Your objective - Over all lines in the data below, count those holding "Escutia" and give only the result.

Collected data -
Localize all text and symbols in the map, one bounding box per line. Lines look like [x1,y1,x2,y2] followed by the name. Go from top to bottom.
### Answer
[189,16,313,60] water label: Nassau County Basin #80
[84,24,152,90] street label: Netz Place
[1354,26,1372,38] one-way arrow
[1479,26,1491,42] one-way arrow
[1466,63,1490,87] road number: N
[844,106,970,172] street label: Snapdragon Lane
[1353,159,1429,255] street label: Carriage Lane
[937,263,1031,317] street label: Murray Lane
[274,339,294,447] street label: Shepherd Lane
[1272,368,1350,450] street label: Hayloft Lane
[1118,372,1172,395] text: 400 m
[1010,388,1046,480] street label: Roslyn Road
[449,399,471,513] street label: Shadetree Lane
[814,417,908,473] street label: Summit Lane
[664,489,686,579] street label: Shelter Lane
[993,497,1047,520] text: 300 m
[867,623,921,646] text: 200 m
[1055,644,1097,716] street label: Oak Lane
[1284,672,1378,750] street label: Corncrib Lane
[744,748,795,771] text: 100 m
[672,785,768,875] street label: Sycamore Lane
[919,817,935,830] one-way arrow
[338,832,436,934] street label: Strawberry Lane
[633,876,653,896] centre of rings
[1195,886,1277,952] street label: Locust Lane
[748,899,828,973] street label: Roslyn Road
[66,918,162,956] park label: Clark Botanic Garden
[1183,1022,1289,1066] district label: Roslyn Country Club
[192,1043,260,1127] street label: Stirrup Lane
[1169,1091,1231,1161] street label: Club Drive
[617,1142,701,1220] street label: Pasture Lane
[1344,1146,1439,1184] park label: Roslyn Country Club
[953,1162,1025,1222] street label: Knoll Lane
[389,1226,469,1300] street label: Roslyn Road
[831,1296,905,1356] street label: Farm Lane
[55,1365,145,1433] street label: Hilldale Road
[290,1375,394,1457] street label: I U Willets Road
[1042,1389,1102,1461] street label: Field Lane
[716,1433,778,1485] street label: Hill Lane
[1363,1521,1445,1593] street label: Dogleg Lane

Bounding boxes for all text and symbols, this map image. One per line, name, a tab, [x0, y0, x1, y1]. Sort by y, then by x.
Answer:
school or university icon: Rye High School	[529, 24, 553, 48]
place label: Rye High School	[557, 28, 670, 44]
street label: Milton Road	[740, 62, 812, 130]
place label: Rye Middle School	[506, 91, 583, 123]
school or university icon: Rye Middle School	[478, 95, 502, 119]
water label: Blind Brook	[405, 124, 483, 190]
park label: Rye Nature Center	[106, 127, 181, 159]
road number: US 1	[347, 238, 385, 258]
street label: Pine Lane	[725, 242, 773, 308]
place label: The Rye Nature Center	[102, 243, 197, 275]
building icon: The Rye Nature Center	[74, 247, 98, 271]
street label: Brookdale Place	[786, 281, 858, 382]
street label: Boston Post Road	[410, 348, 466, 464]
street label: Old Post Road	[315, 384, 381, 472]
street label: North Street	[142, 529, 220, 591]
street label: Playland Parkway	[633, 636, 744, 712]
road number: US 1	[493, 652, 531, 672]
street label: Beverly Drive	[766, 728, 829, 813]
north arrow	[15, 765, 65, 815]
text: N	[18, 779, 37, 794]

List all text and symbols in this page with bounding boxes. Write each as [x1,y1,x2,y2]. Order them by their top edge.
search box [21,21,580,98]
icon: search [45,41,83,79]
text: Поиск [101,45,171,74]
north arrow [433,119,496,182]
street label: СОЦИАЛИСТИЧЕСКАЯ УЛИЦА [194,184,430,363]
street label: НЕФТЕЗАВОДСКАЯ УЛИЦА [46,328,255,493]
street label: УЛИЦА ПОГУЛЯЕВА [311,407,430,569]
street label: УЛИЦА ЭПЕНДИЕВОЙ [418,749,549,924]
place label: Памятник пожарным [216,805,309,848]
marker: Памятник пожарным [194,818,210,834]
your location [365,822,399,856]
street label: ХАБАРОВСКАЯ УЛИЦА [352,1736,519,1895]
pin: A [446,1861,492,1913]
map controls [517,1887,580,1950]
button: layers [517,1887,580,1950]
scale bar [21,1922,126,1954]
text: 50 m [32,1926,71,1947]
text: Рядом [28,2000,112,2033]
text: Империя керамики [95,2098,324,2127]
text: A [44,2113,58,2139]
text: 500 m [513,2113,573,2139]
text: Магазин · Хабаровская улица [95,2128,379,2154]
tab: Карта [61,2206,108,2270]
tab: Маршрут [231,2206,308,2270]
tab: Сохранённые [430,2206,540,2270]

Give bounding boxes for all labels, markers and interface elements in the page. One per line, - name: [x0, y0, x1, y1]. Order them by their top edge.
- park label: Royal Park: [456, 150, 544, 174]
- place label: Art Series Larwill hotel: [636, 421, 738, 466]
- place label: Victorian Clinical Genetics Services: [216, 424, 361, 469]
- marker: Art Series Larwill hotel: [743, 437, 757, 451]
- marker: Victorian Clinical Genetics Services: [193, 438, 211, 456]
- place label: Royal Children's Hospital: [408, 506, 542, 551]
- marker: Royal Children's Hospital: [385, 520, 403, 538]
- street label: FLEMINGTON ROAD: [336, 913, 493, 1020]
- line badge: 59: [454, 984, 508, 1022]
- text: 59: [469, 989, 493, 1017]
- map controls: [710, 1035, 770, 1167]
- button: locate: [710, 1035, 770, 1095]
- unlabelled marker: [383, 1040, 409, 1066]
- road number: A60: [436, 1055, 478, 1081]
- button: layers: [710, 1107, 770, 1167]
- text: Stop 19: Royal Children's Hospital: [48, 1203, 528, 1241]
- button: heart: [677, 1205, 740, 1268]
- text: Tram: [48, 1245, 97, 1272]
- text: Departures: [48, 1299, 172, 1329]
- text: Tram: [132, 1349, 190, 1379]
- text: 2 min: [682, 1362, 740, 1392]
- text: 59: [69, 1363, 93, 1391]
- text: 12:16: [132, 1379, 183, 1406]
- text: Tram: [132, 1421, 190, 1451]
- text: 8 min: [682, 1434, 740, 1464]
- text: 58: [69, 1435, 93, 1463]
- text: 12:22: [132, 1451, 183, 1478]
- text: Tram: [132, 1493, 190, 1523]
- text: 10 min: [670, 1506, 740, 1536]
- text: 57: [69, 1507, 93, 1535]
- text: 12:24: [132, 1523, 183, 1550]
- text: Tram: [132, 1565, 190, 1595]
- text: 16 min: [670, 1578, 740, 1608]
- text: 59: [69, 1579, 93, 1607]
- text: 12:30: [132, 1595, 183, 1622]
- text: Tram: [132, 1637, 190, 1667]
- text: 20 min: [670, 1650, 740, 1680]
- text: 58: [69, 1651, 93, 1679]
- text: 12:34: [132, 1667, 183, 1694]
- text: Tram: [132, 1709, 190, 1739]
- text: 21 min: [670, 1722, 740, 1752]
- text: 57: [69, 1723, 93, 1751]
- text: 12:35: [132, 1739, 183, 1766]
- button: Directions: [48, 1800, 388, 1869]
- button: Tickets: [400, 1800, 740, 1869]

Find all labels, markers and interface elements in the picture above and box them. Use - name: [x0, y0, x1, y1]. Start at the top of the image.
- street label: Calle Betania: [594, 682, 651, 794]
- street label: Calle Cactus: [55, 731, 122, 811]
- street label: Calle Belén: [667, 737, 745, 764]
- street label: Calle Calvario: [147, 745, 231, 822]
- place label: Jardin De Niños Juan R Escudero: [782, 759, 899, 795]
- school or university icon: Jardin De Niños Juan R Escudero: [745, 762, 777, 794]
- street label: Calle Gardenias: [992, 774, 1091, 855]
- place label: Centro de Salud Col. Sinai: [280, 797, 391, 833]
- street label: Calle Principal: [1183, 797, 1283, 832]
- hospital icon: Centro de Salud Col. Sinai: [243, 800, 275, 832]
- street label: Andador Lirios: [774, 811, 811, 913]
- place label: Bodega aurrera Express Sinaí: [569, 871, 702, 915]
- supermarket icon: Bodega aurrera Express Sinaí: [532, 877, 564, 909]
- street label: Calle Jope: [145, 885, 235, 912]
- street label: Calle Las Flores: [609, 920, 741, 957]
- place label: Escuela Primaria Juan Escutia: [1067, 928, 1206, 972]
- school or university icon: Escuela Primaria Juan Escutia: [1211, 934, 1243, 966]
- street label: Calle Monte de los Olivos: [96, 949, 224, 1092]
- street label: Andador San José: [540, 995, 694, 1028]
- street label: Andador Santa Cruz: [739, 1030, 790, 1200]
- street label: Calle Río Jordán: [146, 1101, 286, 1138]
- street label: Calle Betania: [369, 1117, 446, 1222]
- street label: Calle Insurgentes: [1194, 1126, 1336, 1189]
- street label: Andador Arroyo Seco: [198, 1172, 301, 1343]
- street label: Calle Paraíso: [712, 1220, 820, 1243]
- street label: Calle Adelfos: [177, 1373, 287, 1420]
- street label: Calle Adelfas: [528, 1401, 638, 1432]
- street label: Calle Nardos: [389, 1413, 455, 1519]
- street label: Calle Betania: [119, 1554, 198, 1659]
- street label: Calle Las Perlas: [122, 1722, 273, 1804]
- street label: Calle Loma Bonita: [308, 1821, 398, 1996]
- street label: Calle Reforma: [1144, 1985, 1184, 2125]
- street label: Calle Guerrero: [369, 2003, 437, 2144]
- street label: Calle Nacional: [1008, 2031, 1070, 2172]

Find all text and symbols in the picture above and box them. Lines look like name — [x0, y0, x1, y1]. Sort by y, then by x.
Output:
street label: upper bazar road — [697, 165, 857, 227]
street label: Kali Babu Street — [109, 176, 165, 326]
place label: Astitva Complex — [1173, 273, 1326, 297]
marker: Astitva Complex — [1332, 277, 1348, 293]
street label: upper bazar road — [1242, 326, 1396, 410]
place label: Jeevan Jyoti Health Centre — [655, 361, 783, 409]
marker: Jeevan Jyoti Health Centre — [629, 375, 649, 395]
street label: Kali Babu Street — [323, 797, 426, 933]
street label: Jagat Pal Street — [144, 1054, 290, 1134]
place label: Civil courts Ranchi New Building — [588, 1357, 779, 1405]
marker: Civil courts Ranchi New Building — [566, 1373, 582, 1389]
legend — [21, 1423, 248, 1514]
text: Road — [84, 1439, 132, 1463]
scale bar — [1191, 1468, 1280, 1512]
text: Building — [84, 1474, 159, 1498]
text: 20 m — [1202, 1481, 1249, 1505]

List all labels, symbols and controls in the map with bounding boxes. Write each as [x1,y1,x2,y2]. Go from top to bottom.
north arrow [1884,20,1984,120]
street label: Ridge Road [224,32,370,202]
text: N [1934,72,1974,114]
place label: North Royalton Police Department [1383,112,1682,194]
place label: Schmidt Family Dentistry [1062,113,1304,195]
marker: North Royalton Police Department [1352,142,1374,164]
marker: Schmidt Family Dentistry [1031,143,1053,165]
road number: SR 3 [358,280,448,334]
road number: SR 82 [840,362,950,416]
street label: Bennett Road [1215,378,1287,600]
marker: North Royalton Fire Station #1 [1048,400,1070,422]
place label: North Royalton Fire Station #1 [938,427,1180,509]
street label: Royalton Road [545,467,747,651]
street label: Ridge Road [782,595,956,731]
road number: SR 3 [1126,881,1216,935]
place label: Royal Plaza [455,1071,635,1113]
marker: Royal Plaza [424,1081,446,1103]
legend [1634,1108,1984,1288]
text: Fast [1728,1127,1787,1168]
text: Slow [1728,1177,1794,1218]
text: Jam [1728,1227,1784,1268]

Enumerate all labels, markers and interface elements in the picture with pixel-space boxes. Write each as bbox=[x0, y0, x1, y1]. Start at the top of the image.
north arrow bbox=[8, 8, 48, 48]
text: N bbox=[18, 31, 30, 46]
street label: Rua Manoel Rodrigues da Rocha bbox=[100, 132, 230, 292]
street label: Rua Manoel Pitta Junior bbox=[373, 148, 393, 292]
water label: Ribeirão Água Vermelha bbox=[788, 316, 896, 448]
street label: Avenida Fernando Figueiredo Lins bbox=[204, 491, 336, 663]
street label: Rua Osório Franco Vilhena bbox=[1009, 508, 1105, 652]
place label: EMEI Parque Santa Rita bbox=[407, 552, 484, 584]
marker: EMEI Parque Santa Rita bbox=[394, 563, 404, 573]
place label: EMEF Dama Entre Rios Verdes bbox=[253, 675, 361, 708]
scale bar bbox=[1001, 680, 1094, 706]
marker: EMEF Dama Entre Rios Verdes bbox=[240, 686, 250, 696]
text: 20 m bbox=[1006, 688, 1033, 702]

Solution - 2